ASSIGNED TASK
For the listing that follows, report how many lines contain the word "bottom", giving the number and no other text.

EXTRACTED MATERIAL
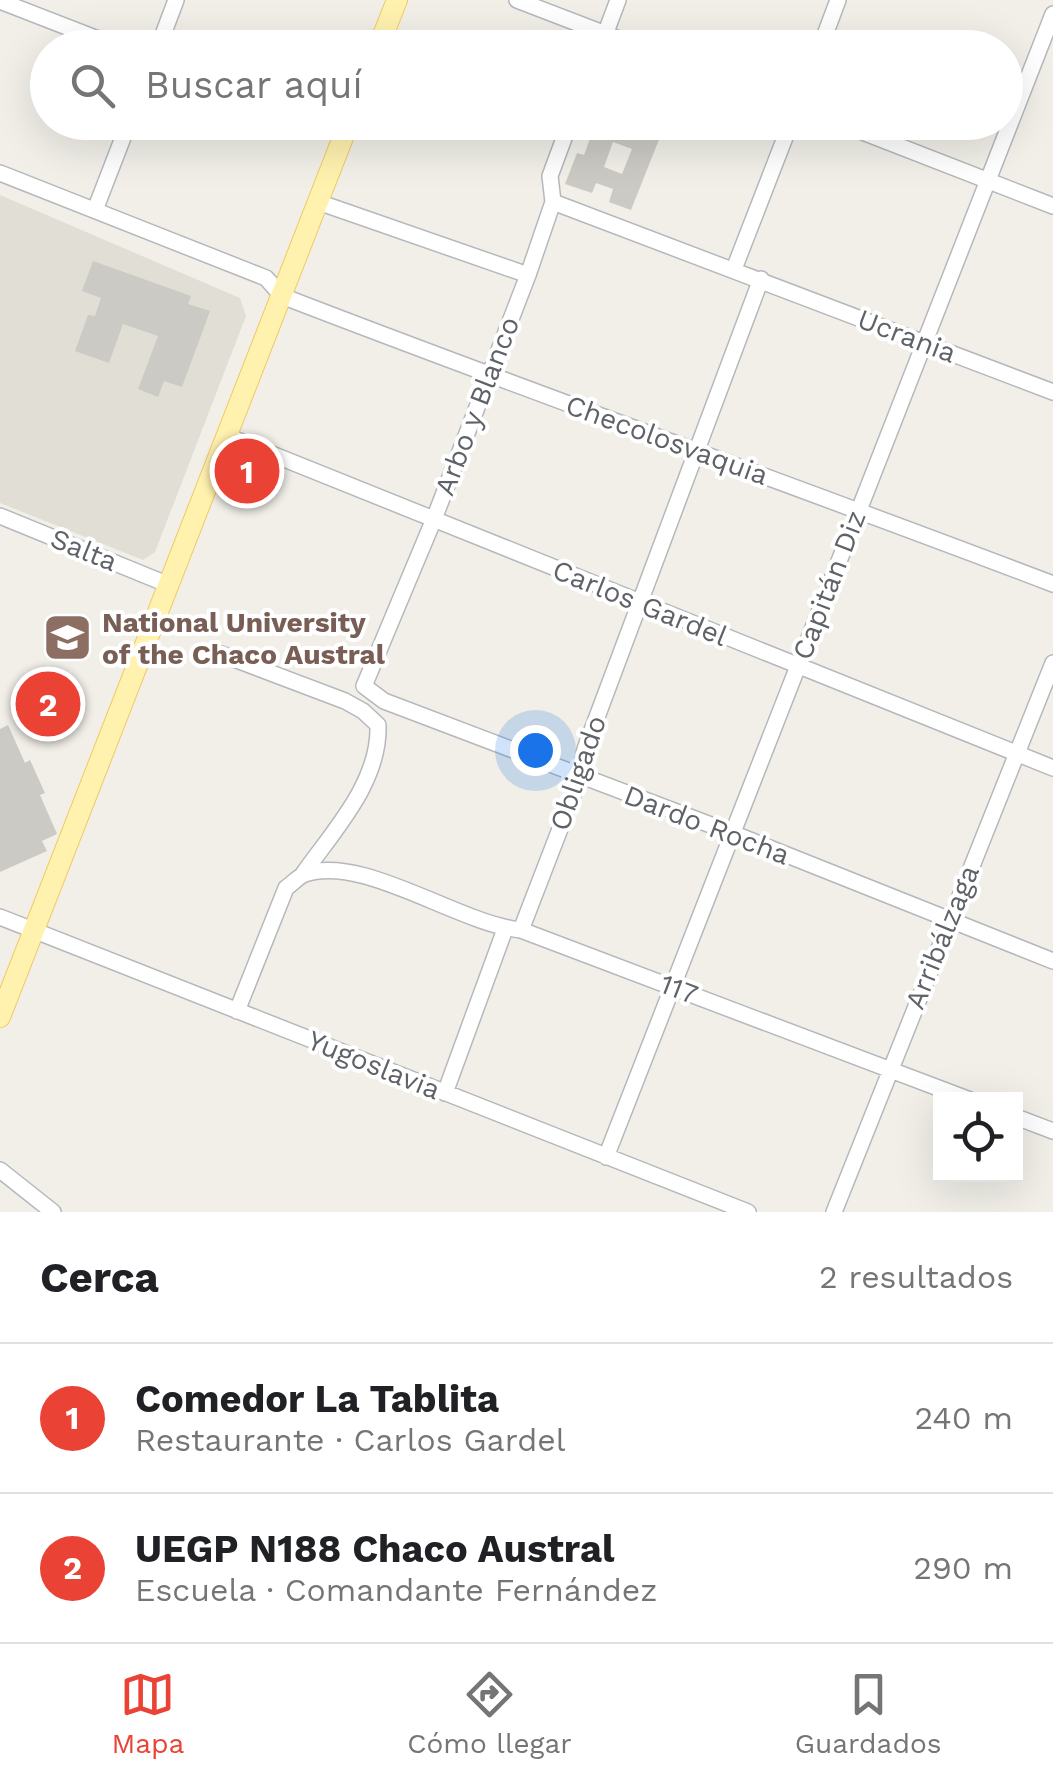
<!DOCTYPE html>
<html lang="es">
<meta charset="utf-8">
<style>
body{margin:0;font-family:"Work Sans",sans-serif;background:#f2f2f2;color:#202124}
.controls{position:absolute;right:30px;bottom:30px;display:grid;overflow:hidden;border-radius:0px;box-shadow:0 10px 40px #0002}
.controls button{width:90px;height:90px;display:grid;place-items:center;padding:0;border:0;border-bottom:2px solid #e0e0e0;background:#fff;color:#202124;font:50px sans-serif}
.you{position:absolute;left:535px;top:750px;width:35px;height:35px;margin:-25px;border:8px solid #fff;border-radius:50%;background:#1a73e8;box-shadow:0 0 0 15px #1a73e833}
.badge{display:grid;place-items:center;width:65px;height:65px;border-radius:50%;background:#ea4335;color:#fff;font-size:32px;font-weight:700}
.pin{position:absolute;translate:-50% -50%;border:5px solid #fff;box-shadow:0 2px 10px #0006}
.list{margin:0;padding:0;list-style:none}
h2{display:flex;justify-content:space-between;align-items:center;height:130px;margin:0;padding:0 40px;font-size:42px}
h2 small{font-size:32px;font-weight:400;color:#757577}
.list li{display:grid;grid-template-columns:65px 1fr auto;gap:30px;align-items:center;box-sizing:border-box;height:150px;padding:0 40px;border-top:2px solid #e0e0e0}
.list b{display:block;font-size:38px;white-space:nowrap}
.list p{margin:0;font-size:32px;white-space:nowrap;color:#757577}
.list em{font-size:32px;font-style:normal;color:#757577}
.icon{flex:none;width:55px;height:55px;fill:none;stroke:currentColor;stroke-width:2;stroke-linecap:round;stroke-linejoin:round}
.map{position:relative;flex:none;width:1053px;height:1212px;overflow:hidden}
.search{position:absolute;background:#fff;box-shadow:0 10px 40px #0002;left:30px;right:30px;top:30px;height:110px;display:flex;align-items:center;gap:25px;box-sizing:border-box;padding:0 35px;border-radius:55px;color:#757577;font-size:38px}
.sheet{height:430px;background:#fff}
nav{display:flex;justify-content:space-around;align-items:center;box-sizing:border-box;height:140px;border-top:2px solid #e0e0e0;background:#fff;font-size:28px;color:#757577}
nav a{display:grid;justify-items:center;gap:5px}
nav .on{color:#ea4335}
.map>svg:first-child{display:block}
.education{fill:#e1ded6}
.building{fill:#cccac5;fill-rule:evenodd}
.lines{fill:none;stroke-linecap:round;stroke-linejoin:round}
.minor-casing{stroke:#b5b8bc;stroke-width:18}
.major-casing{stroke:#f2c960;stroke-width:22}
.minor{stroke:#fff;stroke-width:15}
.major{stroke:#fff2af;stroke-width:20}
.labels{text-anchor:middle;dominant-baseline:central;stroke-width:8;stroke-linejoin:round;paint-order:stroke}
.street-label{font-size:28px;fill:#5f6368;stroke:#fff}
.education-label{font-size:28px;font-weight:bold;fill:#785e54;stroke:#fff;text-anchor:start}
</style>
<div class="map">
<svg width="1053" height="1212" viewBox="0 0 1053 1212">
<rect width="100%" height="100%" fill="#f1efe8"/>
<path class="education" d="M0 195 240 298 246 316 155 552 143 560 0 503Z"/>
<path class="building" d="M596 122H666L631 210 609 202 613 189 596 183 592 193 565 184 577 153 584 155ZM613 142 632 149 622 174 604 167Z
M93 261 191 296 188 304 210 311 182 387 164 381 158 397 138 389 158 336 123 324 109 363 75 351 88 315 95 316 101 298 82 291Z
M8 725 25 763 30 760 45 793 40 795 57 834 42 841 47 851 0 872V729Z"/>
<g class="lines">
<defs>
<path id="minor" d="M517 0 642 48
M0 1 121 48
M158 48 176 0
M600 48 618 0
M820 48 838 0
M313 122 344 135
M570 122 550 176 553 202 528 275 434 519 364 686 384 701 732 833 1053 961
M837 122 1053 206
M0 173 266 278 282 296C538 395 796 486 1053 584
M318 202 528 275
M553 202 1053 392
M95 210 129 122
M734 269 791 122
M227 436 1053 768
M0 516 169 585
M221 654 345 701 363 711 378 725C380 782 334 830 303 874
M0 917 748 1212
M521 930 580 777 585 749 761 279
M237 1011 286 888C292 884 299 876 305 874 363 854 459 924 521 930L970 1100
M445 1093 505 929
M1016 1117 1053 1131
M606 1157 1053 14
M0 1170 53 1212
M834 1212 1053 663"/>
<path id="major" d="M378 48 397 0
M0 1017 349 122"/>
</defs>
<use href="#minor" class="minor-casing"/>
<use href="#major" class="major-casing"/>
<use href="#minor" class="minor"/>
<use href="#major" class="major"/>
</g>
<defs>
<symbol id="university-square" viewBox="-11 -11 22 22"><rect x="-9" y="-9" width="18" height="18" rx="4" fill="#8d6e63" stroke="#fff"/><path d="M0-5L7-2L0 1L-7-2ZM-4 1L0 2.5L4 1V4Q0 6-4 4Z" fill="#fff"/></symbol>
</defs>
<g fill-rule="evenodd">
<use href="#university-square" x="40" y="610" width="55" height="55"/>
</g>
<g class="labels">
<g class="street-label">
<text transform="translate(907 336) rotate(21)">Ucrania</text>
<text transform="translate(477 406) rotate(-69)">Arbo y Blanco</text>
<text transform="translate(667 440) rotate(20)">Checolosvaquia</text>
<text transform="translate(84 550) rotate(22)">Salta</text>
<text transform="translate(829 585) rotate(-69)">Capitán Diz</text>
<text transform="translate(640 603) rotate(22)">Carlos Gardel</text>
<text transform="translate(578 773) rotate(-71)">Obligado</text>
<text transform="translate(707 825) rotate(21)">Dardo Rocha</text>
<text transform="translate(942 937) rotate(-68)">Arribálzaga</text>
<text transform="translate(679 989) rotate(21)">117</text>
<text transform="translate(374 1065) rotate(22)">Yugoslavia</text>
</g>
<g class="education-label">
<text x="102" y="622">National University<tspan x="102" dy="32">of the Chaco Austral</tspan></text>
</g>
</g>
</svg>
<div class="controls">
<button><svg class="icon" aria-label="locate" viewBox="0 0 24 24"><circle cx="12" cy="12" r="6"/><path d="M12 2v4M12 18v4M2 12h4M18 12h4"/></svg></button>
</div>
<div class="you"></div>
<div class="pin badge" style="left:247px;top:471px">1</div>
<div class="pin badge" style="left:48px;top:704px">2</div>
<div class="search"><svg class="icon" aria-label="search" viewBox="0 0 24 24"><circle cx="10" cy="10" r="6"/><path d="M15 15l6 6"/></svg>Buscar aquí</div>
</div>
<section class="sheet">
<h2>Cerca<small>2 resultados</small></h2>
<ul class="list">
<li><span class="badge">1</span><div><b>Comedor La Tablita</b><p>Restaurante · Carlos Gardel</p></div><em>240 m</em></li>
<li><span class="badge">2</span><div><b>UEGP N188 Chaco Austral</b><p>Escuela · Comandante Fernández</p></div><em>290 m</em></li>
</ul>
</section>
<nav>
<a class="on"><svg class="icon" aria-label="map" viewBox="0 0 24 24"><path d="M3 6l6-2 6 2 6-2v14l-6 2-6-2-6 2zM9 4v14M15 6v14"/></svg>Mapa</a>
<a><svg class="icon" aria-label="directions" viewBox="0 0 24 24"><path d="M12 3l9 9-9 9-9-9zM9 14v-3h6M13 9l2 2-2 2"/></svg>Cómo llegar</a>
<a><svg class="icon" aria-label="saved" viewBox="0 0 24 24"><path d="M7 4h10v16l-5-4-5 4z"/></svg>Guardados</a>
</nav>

TASK RESULT
2